What the task asks:
Your copy of the entries must be exact, and it must not include the pictures.

[Saved data entries]
========================================================================
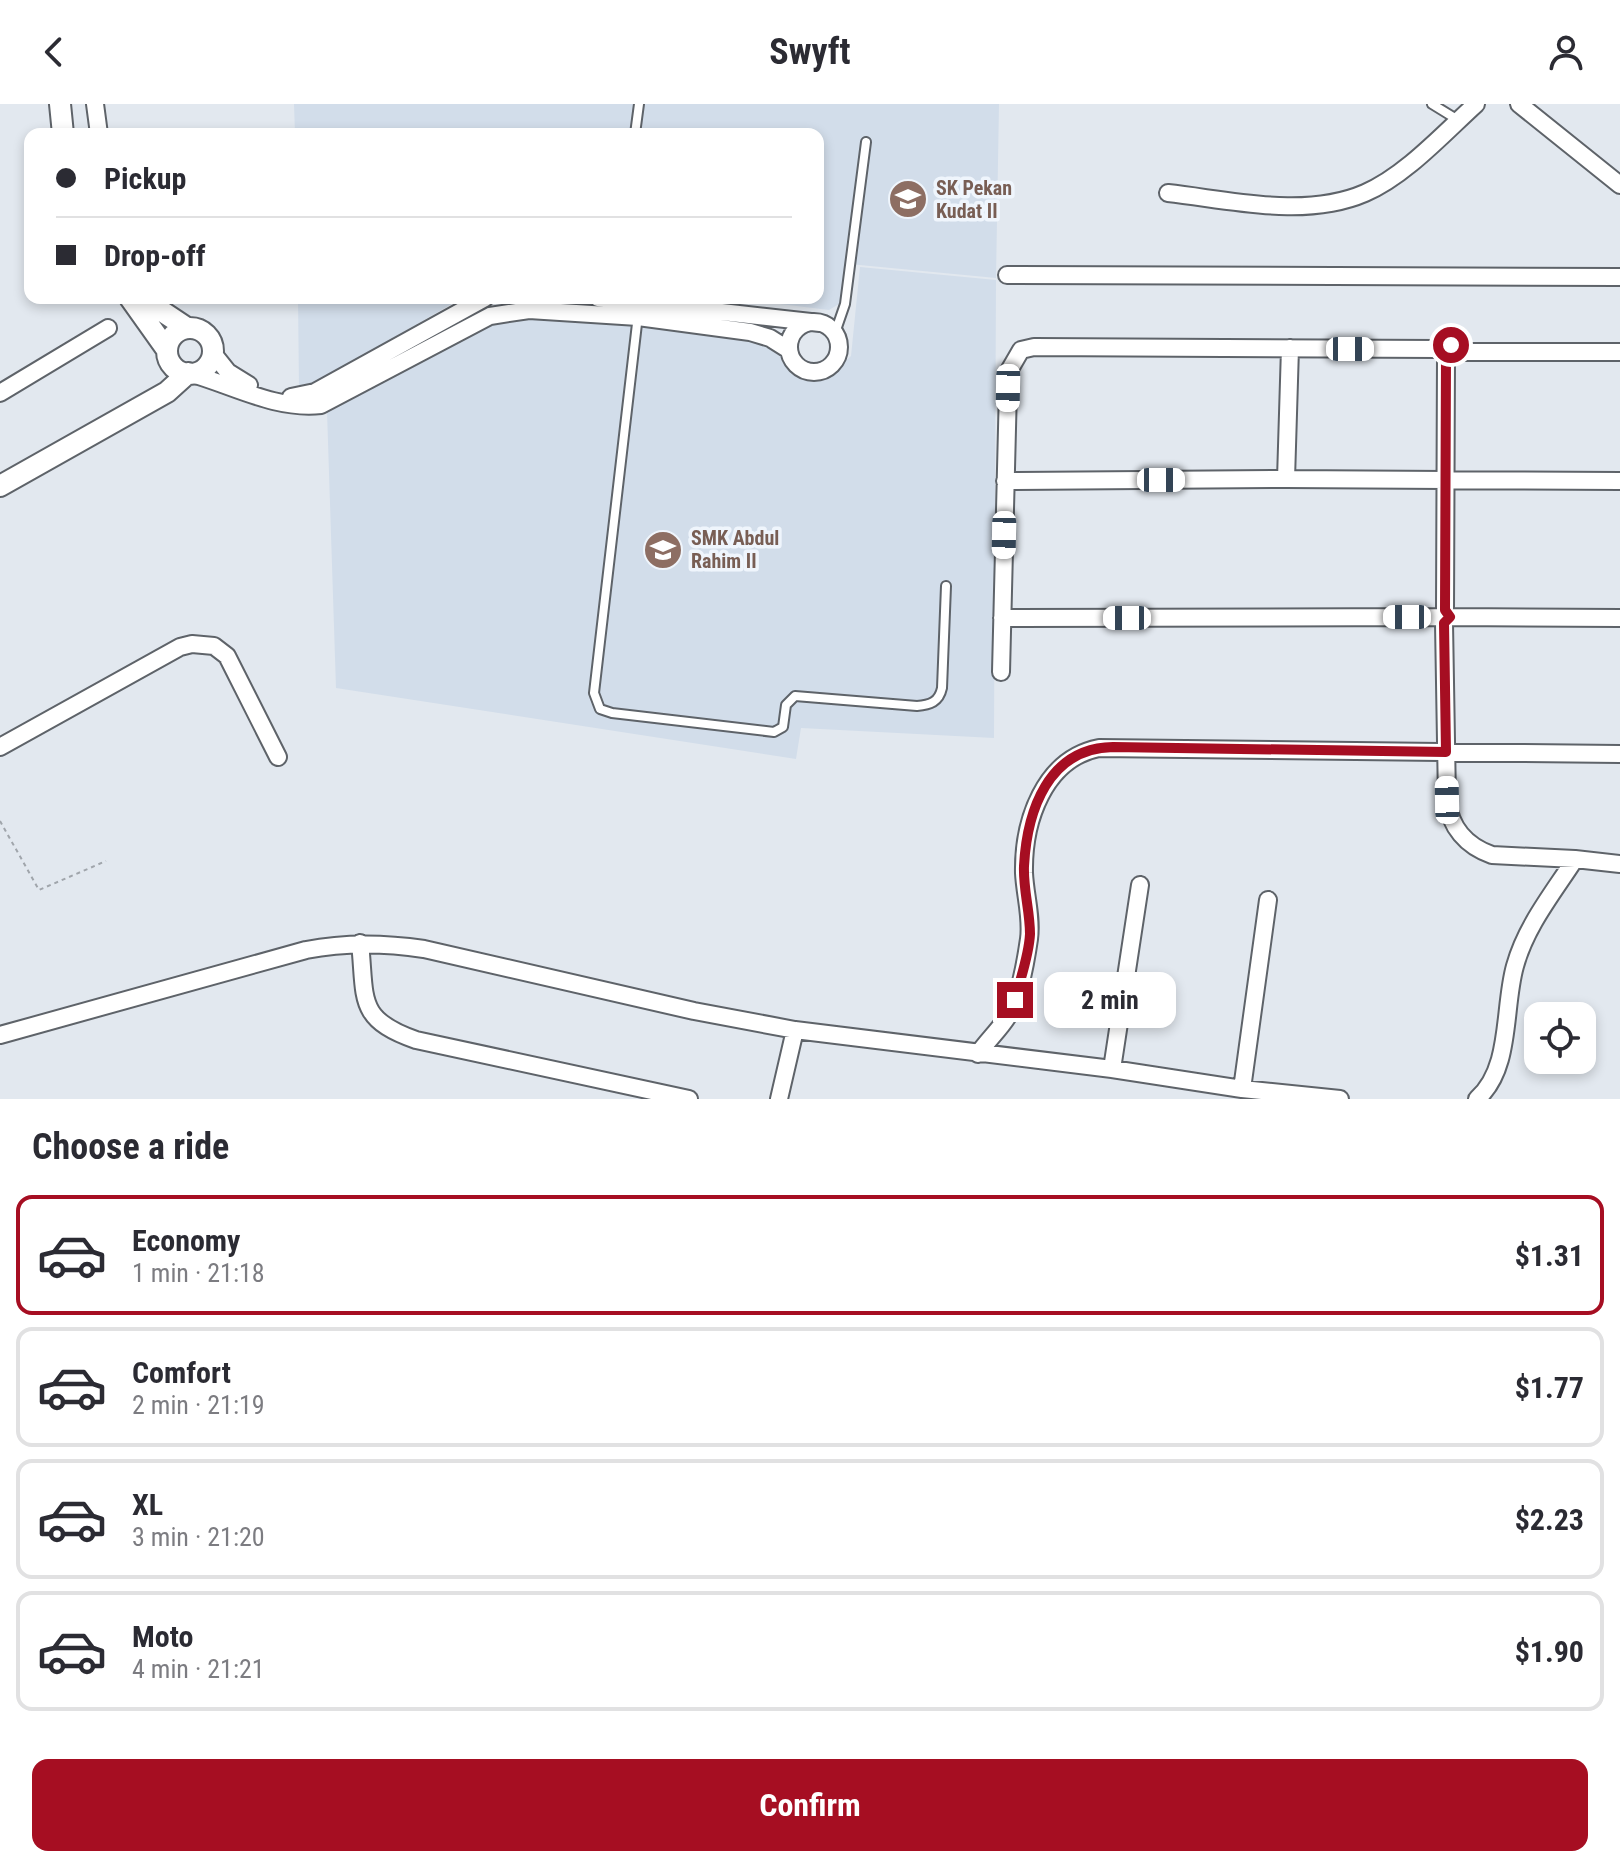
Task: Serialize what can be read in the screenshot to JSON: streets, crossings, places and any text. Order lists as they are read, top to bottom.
{
  "places": {
    "school or university": ["SK Pekan Kudat II", "SMK Abdul Rahim II"]
  },
  "page": {
    "header": "Swyft",
    "banner": ["Pickup", "Drop-off"],
    "bubble": "2 min",
    "heading": "Choose a ride",
    "list": [
      {
        "name": "Economy",
        "note": "1 min · 21:18",
        "value": "$1.31"
      },
      {
        "name": "Comfort",
        "note": "2 min · 21:19",
        "value": "$1.77"
      },
      {
        "name": "XL",
        "note": "3 min · 21:20",
        "value": "$2.23"
      },
      {
        "name": "Moto",
        "note": "4 min · 21:21",
        "value": "$1.90"
      }
    ],
    "buttons": "Confirm"
  }
}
========================================================================
Finished exercise:
Task: Serialize what can be read in the screenshot to JSON: streets, crossings, places and any text. Order lists as they are read, top to bottom.
{
  "places": {
    "school or university": ["SK Pekan Kudat II", "SMK Abdul Rahim II"]
  },
  "page": {
    "header": "Swyft",
    "banner": ["Pickup", "Drop-off"],
    "bubble": "2 min",
    "heading": "Choose a ride",
    "list": [
      {
        "name": "Economy",
        "note": "1 min · 21:18",
        "value": "$1.31"
      },
      {
        "name": "Comfort",
        "note": "2 min · 21:19",
        "value": "$1.77"
      },
      {
        "name": "XL",
        "note": "3 min · 21:20",
        "value": "$2.23"
      },
      {
        "name": "Moto",
        "note": "4 min · 21:21",
        "value": "$1.90"
      }
    ],
    "buttons": "Confirm"
  }
}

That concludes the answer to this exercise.